Exercise:
Print nothing but the lines below starting at the line that holds "height:44px; margin:-22px; padding:0" and ending at the line that holds "translate:-50% -50%; white-space:nowrap;", including both, each exactly as written.

Stored items
BEGIN

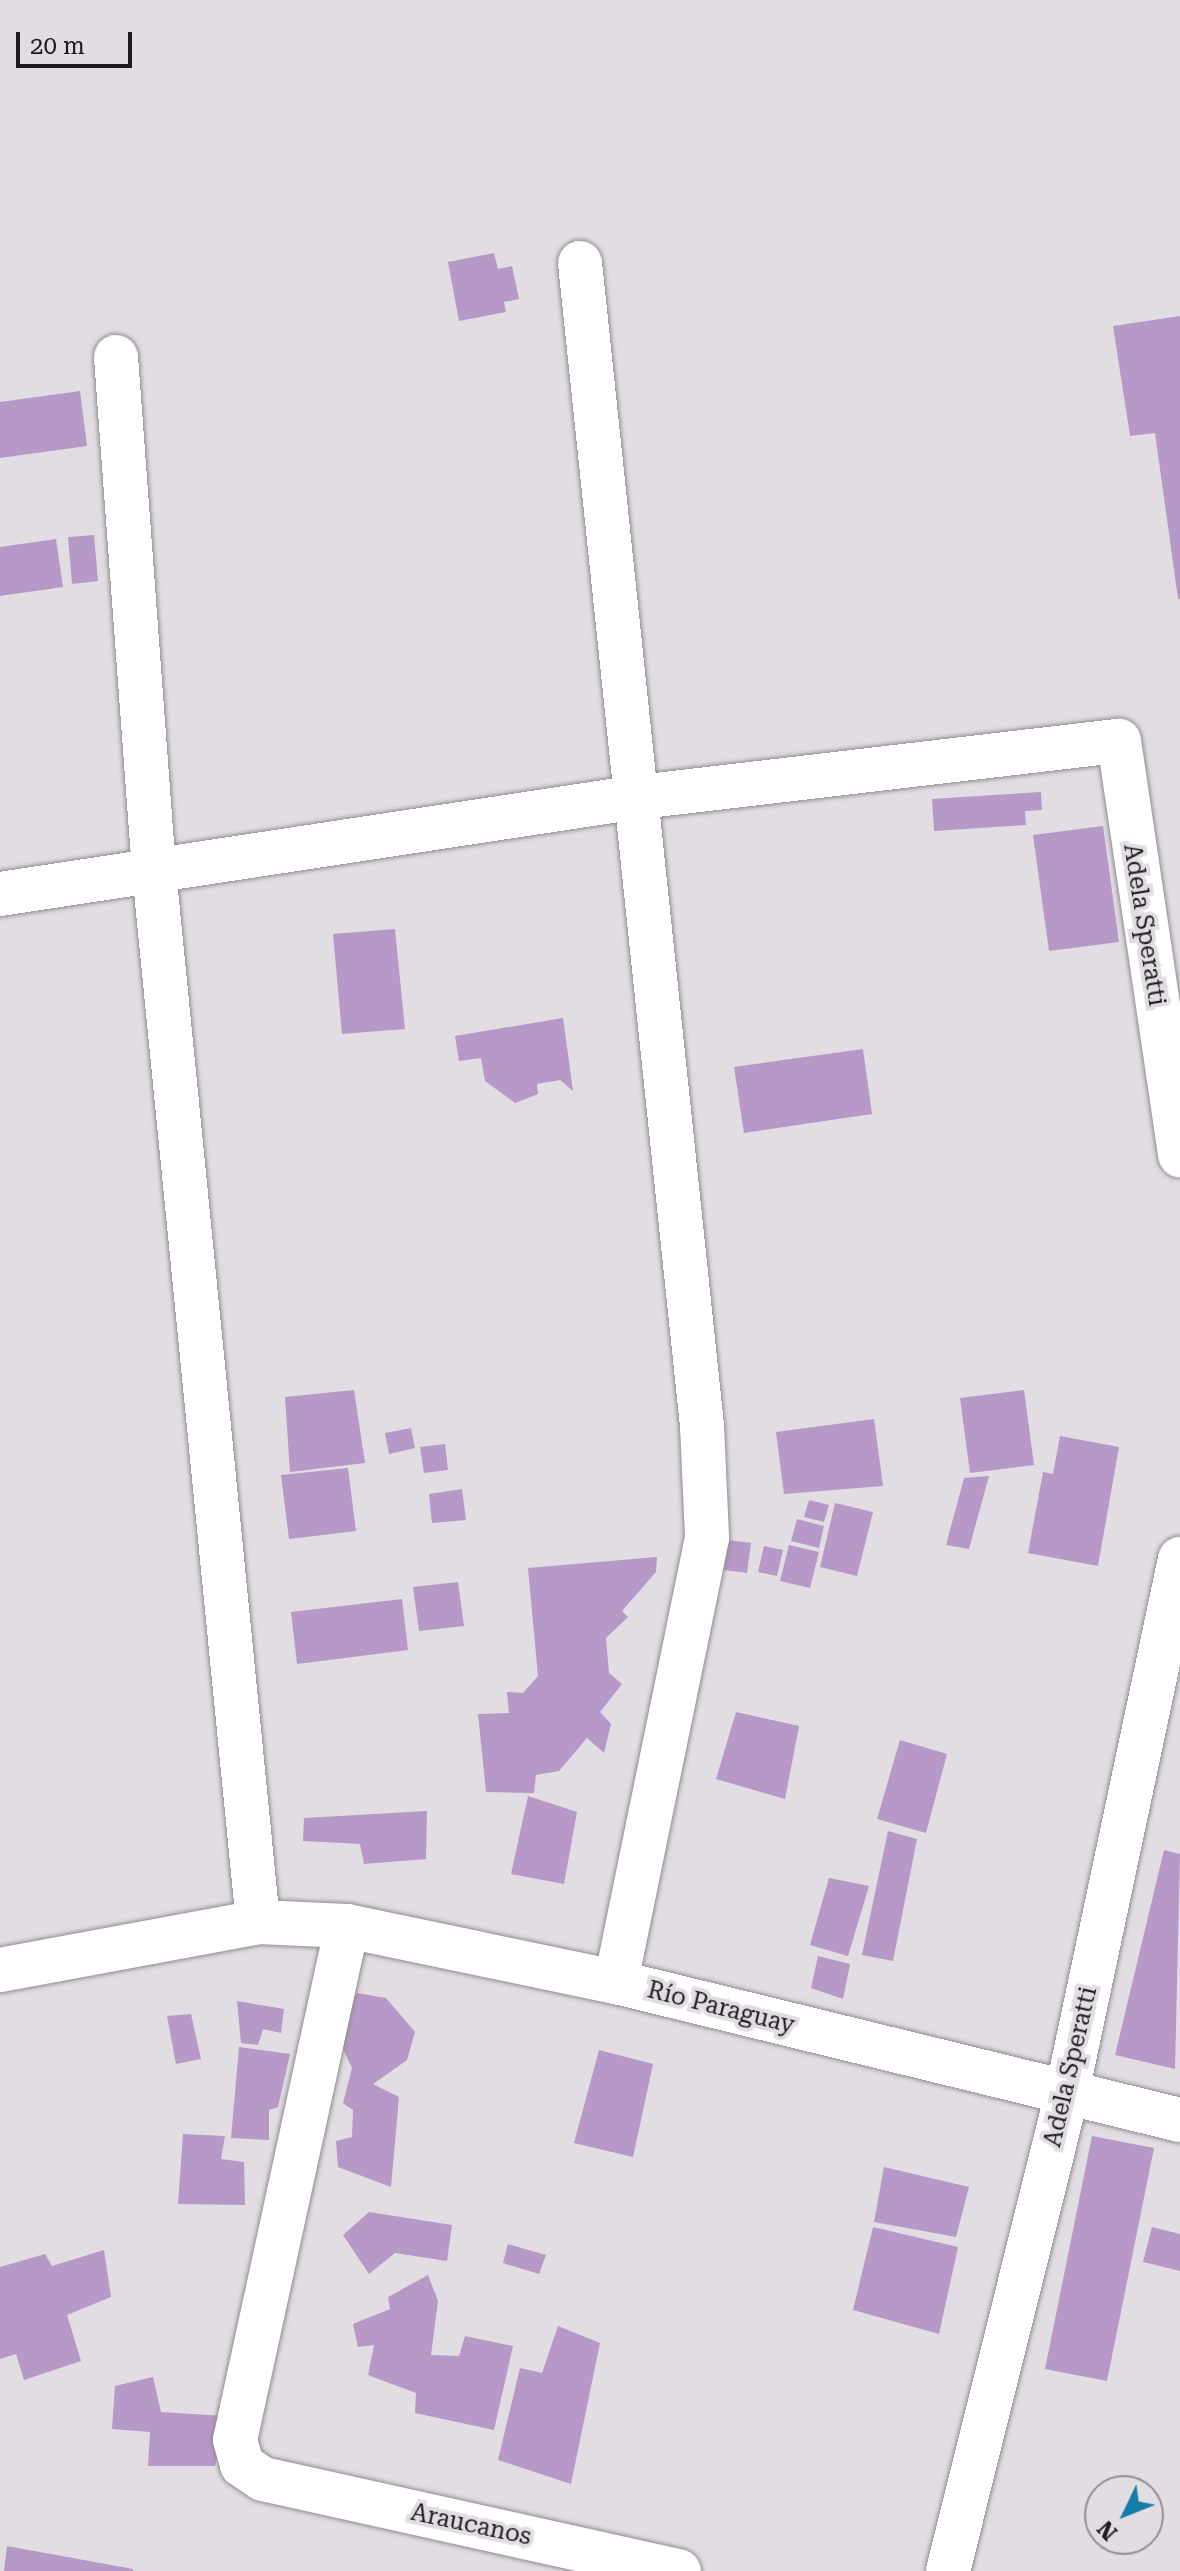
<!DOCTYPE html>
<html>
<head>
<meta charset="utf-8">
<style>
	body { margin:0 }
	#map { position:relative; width:1180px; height:2571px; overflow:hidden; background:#e1dde3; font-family:"Roboto Serif",serif }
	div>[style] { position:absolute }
	.building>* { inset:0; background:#b699c7 }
	.roads { filter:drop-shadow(0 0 2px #908c92) drop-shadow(0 0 2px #908c92) }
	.minor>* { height:44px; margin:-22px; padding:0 22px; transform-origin:22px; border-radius:22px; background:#fff }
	span { translate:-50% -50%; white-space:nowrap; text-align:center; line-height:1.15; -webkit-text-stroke:8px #e1dde3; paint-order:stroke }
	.street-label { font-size:24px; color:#1d1b1d }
	.north { position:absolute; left:1084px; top:2475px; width:80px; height:80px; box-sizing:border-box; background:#e1dde3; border:2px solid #938f94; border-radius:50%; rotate:227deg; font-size:22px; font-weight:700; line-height:32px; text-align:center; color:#1d1b1d }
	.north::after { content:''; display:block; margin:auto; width:28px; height:36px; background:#147ea8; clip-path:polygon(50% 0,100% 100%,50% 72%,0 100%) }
	.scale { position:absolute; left:16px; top:32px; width:116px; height:36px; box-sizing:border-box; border:4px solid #1d1b1d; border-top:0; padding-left:10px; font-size:24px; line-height:28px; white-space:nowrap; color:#1d1b1d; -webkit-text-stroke:6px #e1dde3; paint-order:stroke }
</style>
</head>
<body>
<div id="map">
	<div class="building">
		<div style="clip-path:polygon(494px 253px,498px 269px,512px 266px,519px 299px,504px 302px,506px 312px,459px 321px,448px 262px)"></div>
		<div style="clip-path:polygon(1180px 316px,1180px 599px,1178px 599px,1155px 433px,1130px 436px,1113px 326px)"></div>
		<div style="clip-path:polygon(80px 391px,87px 446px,0 458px,0 402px)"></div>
		<div style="clip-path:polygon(94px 535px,98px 581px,72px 584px,68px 537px)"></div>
		<div style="clip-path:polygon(56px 539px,63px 587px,0 596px,0 547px)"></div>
		<div style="clip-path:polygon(1041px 792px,1042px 810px,1025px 811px,1026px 825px,934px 831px,932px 799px)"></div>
		<div style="clip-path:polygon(1103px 826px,1119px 942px,1049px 951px,1033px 835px)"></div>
		<div style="clip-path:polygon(395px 929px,405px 1029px,342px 1034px,333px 934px)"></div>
		<div style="clip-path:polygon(563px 1018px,573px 1091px,560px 1080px,537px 1084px,538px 1094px,515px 1103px,485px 1081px,481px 1058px,459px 1061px,455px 1036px)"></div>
		<div style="clip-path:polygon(863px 1049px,872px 1114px,744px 1133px,734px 1067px)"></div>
		<div style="clip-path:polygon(354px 1390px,365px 1463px,290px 1472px,285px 1397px)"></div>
		<div style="clip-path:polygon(1024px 1390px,1034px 1465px,970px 1473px,960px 1398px)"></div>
		<div style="clip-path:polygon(874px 1419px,883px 1486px,784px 1494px,776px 1432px)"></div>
		<div style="clip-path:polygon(411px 1428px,415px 1448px,389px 1454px,385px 1433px)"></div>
		<div style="clip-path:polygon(1060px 1436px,1119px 1447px,1098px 1566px,1028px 1553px,1043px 1472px,1053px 1474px)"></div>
		<div style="clip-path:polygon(445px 1444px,448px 1470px,424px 1473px,420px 1447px)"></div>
		<div style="clip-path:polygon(348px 1468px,356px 1531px,289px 1539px,281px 1475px)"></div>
		<div style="clip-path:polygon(989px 1476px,969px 1549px,946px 1545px,964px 1478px)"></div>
		<div style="clip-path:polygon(462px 1489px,466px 1520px,432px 1523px,429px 1494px)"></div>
		<div style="clip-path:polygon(809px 1500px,829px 1505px,824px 1522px,804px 1517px)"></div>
		<div style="clip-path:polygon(835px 1503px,873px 1512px,857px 1576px,820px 1567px)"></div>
		<div style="clip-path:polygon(797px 1519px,824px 1526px,819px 1548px,791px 1541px)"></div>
		<div style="clip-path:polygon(728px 1540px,751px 1543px,747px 1573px,724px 1570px)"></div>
		<div style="clip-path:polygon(789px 1545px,819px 1552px,810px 1588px,780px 1581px)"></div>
		<div style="clip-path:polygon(764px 1546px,783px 1550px,777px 1576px,758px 1572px)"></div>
		<div style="clip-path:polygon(657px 1557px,656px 1572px,622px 1611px,628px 1617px,606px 1638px,609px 1673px,622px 1684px,600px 1712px,611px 1724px,604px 1753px,587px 1738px,559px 1771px,536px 1775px,534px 1793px,486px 1792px,478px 1714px,509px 1713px,507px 1692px,523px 1693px,538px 1676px,528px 1568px)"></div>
		<div style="clip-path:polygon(458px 1582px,464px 1626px,419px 1631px,413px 1587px)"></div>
		<div style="clip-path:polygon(402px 1599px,408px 1650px,297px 1664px,291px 1612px)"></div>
		<div style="clip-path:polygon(736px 1712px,799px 1726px,785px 1799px,716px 1779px)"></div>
		<div style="clip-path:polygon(900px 1740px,947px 1754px,926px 1833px,877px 1819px)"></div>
		<div style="clip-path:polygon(528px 1796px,577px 1812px,564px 1884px,511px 1874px)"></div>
		<div style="clip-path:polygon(427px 1811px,426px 1859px,364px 1864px,360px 1844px,303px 1841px,304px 1818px)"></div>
		<div style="clip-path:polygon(888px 1831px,917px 1839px,893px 1961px,862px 1955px)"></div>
		<div style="clip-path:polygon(1164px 1850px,1180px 1854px,1175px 2069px,1115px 2055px)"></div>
		<div style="clip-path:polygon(829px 1878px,869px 1886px,848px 1956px,810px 1945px)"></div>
		<div style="clip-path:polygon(818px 1956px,850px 1964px,843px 1999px,811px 1988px)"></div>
		<div style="clip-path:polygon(357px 1993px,386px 1998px,415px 2032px,407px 2060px,373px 2084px,399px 2097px,391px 2187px,338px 2167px,336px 2141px,352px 2137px,353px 2110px,343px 2103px,352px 2068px,335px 2032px)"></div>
		<div style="clip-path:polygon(237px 2001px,284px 2009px,281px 2033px,263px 2029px,258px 2045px,241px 2043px)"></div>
		<div style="clip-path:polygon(191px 2014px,201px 2059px,176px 2064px,167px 2016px)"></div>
		<div style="clip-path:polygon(239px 2047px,290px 2054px,278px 2107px,269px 2110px,269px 2140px,231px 2138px)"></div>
		<div style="clip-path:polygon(599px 2050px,653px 2064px,633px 2157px,574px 2143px)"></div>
		<div style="clip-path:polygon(183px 2134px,225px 2136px,221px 2159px,244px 2162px,245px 2205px,178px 2204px)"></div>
		<div style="clip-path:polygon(1092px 2136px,1154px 2148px,1107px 2381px,1045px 2369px)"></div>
		<div style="clip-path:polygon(884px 2167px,969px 2187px,956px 2237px,874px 2222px)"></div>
		<div style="clip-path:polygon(369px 2212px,452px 2225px,447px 2261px,395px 2253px,369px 2274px,343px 2235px)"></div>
		<div style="clip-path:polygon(873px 2227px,958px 2247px,939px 2334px,853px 2310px)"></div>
		<div style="clip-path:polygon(1152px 2227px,1180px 2234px,1180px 2271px,1143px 2262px)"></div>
		<div style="clip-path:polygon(508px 2244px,546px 2255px,539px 2274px,503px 2263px)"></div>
		<div style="clip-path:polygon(104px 2250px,111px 2297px,67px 2315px,81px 2361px,24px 2380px,16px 2354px,0 2359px,0 2267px,45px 2254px,52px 2266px)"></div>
		<div style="clip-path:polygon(428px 2275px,438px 2301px,431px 2355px,459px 2356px,465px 2336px,513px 2346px,494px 2430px,415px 2413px,416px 2393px,368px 2375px,374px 2345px,358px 2347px,353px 2324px,390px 2309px,388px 2297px)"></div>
		<div style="clip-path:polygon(558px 2326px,600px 2343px,571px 2484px,498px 2460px,520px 2368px,542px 2373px)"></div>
		<div style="clip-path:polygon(153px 2377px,161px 2412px,225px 2416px,215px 2466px,148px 2466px,150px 2432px,112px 2429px,115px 2386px)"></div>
		<div style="clip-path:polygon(7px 2546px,133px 2569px,133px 2571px,4px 2571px)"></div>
	</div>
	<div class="roads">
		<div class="minor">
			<div style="left:580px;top:263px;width:1169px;rotate:84.01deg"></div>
			<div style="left:702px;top:1426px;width:112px;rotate:87.4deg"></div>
			<div style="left:707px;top:1538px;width:453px;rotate:101.6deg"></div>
			<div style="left:116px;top:357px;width:515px;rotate:85.77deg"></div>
			<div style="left:154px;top:871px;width:1056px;rotate:84.35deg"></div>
			<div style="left:0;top:894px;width:638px;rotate:-8.65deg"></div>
			<div style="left:631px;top:798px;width:491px;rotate:-6.7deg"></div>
			<div style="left:1119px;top:741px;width:419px;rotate:81.6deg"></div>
			<div style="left:347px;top:1926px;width:526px;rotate:102.29deg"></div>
			<div style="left:235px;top:2440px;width:26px;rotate:74deg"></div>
			<div style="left:242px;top:2465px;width:25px;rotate:34deg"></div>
			<div style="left:263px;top:2479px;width:426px;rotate:12.5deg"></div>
			<div style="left:0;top:1970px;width:262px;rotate:-10.5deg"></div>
			<div style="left:258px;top:1922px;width:89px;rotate:2.6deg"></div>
			<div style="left:347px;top:1926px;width:275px;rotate:11.8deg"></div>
			<div style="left:616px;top:1982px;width:581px;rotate:13.75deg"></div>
			<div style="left:948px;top:2571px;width:494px;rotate:-76deg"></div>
			<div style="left:1067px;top:2092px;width:545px;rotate:-78.03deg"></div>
		</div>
	</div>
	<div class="street-label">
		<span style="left:1144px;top:925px;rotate:81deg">Adela Speratti</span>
		<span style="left:721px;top:2008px;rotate:14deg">Río Paraguay</span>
		<span style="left:1071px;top:2067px;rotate:-77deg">Adela Speratti</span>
		<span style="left:471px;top:2525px;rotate:12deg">Araucanos</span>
	</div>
	<div class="north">N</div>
	<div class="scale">20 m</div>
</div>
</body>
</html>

END

Solution to the exercise:
	.minor>* { height:44px; margin:-22px; padding:0 22px; transform-origin:22px; border-radius:22px; background:#fff }
	span { translate:-50% -50%; white-space:nowrap; text-align:center; line-height:1.15; -webkit-text-stroke:8px #e1dde3; paint-order:stroke }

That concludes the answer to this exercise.